Par Jérôme Bois • Publié le 08/05/20

La communication intensive – agressive diront certains – de l’un des trois postulants à la mairie ravoirienne n’a pas laissé de marbre les deux autres. Mais occupé par la gestion des affaires courantes, le maire, Frédéric Bret, s’en tenait jusqu’ici aux seules responsabilités de sa fonction, alourdies par la crise sanitaire. C’est donc la minorité, de laquelle émane la liste Ecoexistons à La Ravoire, qui s’est chargée d’incriminer Alexandre Gennaro, coupable selon elle, de mener campagne au plus fort d’une crise qui impliquait une trêve… des confineurs.
C’est à travers une lettre adressée aux élus ravoiriens que Viviane Coquillaux s’est exprimée, au nom de la minorité toujours en place, « La Ravoire, Ensemble autrement ». Une missive dans laquelle l’élue et également tête de liste d’Ecoexistons à La Ravoire s’indigne de la « division » dans laquelle s’ébroue la majorité « depuis deux ans ». « Dans les circonstances exceptionnelles que nous vivons, une cohésion de groupe est indispensable, et le rassemblement de toutes les forces disponibles au service des plus démunis, un devoir.
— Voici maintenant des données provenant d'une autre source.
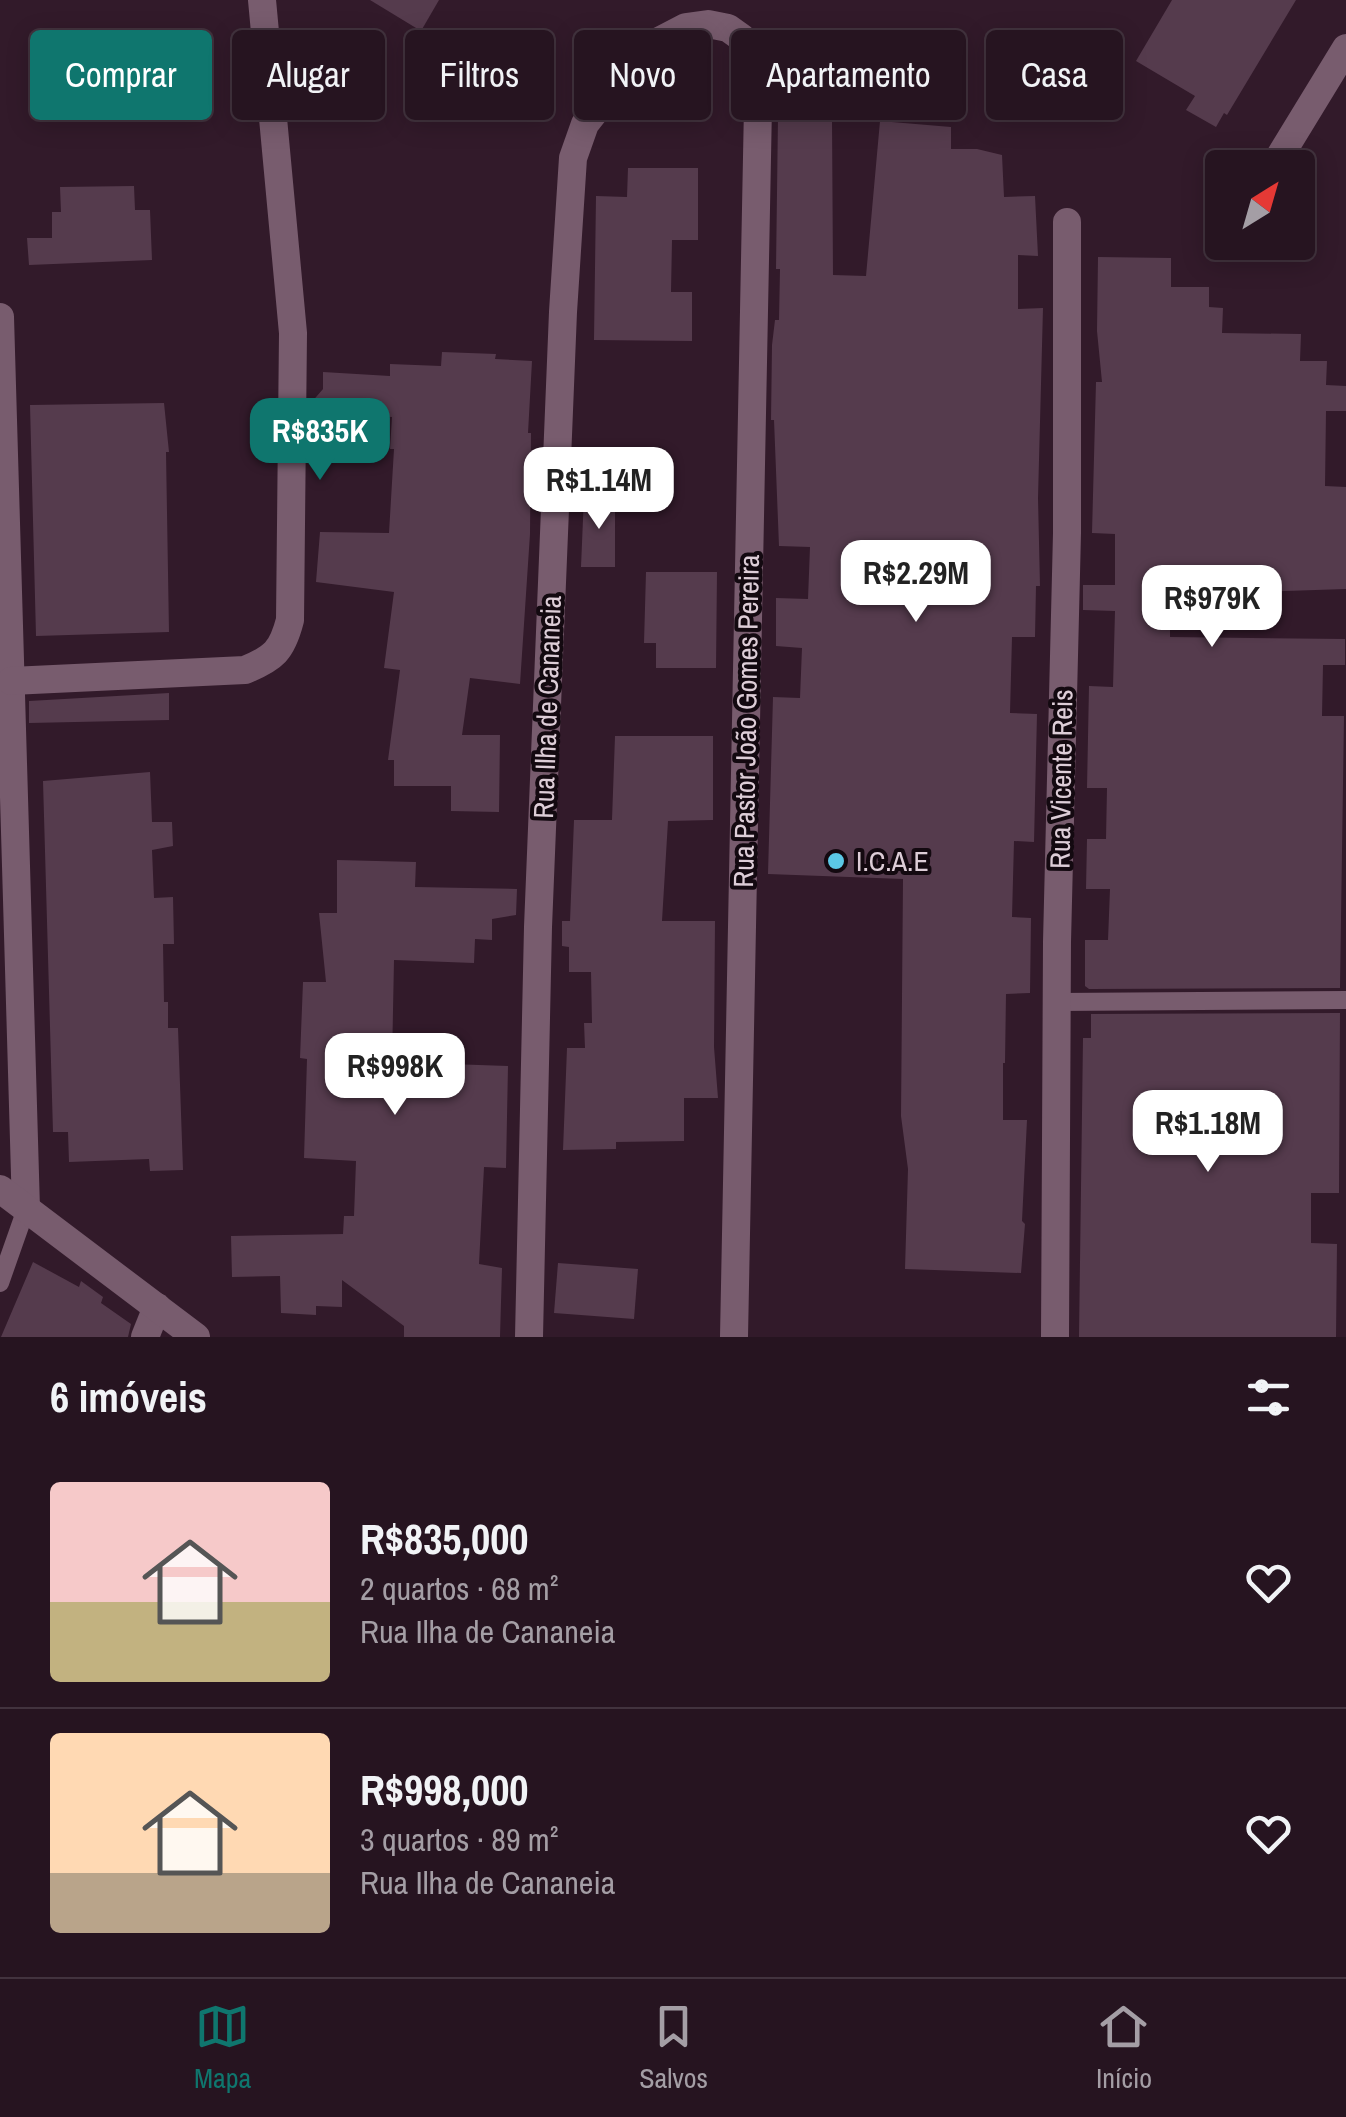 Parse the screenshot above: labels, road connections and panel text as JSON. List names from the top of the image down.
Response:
{
  "streets": {
    "street": ["Rua Ilha de Cananeia", "Rua Pastor João Gomes Pereira", "Rua Vicente Reis"]
  },
  "crossings": [
    ["Rua Ilha de Cananeia", "Rua Pastor João Gomes Pereira"]
  ],
  "places": ["I.C.A.E"],
  "north": "top right",
  "page": {
    "chip": [
      "Comprar",
      "Alugar",
      "Filtros",
      "Novo",
      "Apartamento",
      "Casa"
    ],
    "price": [
      "R$835K",
      "R$1.14M",
      "R$2.29M",
      "R$979K",
      "R$998K",
      "R$1.18M"
    ],
    "heading": "6 imóveis",
    "list": [
      {
        "name": "R$835,000",
        "note": "2 quartos · 68 m² · Rua Ilha de Cananeia"
      },
      {
        "name": "R$998,000",
        "note": "3 quartos · 89 m² · Rua Ilha de Cananeia"
      }
    ],
    "tabs": ["Mapa", "Salvos", "Início"]
  }
}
C’est la raison pour laquelle nous déplorons de voir les élus divisés et incapables de s’unir pour mettre leurs différends de côté ». Elle poursuit : « Merci aux élus de 2014* de se souvenir qu’ils sont en situation d’exercice d’un mandat et qu’ils doivent le mener à son terme. Publier ouvertement et officiellement via les médias des échanges qui devraient se faire en interne, ce n’est pas se concentrer sur les priorités. Il n’y a pas eu à notre connaissance une quelconque démission dans ce groupe de la majorité même si quatre adjoints se sont vus retirer leurs délégations** ».

Viviane Coquillaux
Parmi les personnes visées, Alexandre Gennaro, candidat déclaré et vainqueur aux points à l’issue du premier tour du 15 mars***. « Nous constatons qu’il est en campagne » , nous signifie Viviane Coquillaux, « il n’y a pas eu d’obligation faite de ne plus mener campagne lorsque le confinement a été annoncé, chacun était donc libre d’agir en fonction de ce que lui dicte sa conscience mais c’est assez irritant et plusieurs de nos colistiers nous ont fait remonter ce sentiment ». Avant d’asséner, sèchement, « quand on est en désaccord, on démissionne ».

La minorité dénonce « les termes utilisés, les accusations, les attitudes »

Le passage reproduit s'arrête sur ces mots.